Multiple testing with anytime-valid Monte Carlo p-values

TL;DR

This paper introduces a method that integrates anytime-valid Monte Carlo p-values into multiple testing procedures, significantly reducing computational effort while maintaining false discovery rate control in high-dimensional data analysis.

Contribution

It develops a data-adaptive permutation testing framework that controls FDR and reduces computational time in large-scale hypothesis testing.

Findings

Reduces permutation testing time from days to minutes.
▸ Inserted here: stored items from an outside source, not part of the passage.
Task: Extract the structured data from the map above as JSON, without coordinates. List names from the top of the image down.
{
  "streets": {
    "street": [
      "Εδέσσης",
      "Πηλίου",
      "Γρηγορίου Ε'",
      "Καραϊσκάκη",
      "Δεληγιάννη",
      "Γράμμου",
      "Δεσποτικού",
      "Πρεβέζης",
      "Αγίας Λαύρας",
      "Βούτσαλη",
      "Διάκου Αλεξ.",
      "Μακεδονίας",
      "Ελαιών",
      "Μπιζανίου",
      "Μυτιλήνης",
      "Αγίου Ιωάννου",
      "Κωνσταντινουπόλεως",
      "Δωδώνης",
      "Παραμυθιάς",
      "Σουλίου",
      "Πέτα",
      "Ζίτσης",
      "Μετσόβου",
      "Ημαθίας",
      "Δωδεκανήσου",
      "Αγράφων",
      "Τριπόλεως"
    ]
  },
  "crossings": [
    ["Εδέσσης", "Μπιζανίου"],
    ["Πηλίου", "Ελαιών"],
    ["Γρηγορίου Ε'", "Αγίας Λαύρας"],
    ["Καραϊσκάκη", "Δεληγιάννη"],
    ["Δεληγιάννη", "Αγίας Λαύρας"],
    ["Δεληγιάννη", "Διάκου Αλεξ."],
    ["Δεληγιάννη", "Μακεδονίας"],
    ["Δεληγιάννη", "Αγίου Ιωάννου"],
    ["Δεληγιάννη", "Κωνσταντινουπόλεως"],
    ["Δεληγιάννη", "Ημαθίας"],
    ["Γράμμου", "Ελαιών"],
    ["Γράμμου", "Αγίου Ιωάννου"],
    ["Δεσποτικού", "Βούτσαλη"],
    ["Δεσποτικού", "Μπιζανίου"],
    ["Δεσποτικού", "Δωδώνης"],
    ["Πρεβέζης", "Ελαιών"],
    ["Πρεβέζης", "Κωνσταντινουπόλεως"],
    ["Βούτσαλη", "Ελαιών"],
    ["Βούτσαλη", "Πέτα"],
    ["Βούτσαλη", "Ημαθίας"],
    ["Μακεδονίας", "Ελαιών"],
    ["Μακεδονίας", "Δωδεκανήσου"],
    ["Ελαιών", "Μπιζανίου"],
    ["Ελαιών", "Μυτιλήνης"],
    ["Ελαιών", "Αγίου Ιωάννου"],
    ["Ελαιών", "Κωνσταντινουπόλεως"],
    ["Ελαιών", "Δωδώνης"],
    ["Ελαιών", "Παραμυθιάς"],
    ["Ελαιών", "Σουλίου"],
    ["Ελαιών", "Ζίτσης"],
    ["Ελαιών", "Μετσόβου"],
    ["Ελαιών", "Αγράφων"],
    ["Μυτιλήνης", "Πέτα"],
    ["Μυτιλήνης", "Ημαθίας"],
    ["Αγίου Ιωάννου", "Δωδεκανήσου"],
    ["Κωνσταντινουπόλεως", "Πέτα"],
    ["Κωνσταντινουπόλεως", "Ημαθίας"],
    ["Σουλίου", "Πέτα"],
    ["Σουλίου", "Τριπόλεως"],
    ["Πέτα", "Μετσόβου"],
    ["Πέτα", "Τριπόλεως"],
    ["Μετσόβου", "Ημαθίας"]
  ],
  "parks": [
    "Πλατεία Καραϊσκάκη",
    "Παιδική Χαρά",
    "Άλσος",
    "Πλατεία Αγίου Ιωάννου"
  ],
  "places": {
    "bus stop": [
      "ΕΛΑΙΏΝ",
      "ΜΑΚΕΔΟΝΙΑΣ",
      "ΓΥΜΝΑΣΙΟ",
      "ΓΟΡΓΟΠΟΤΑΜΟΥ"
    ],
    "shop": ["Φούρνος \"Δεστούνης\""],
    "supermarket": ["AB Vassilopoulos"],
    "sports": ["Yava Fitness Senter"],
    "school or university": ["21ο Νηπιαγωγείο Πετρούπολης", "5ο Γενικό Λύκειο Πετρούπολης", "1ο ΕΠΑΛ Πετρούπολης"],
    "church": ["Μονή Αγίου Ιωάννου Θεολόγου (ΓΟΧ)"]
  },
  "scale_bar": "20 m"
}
Maintains FDR control despite data-dependent p-value stopping.

Increases number of rejections in genomics data analysis.

Abstract

In contemporary problems involving genetic or neuroimaging data, thousands of hypotheses need to be tested. Due to their high power, and finite sample guarantees on type-I error under weak assumptions, Monte Carlo permutation tests are often considered as gold standard for these settings. However, the enormous computational effort required for (thousands of) permutation tests is a major burden. In this paper, we integrate recently constructed anytime-valid permutation p-values into a broad class of multiple testing procedures, including the Benjamini-Hochberg procedure. This allows to fully adapt the number of permutations to the underlying data and thus, for example, to the number of rejections made by the multiple testing procedure. Even though this data-adaptive stopping can induce dependencies between the p-values that violate the usual assumptions of the Benjamini-Hochberg procedure, we prove that our approach controls the false discovery rate under mild assumptions. Furthermore, our method provably decreases the required number of permutations substantially without compromising power. On a real genomics data set, our method reduced the computational time from more than three days to less than four minutes while increasing the number of rejections.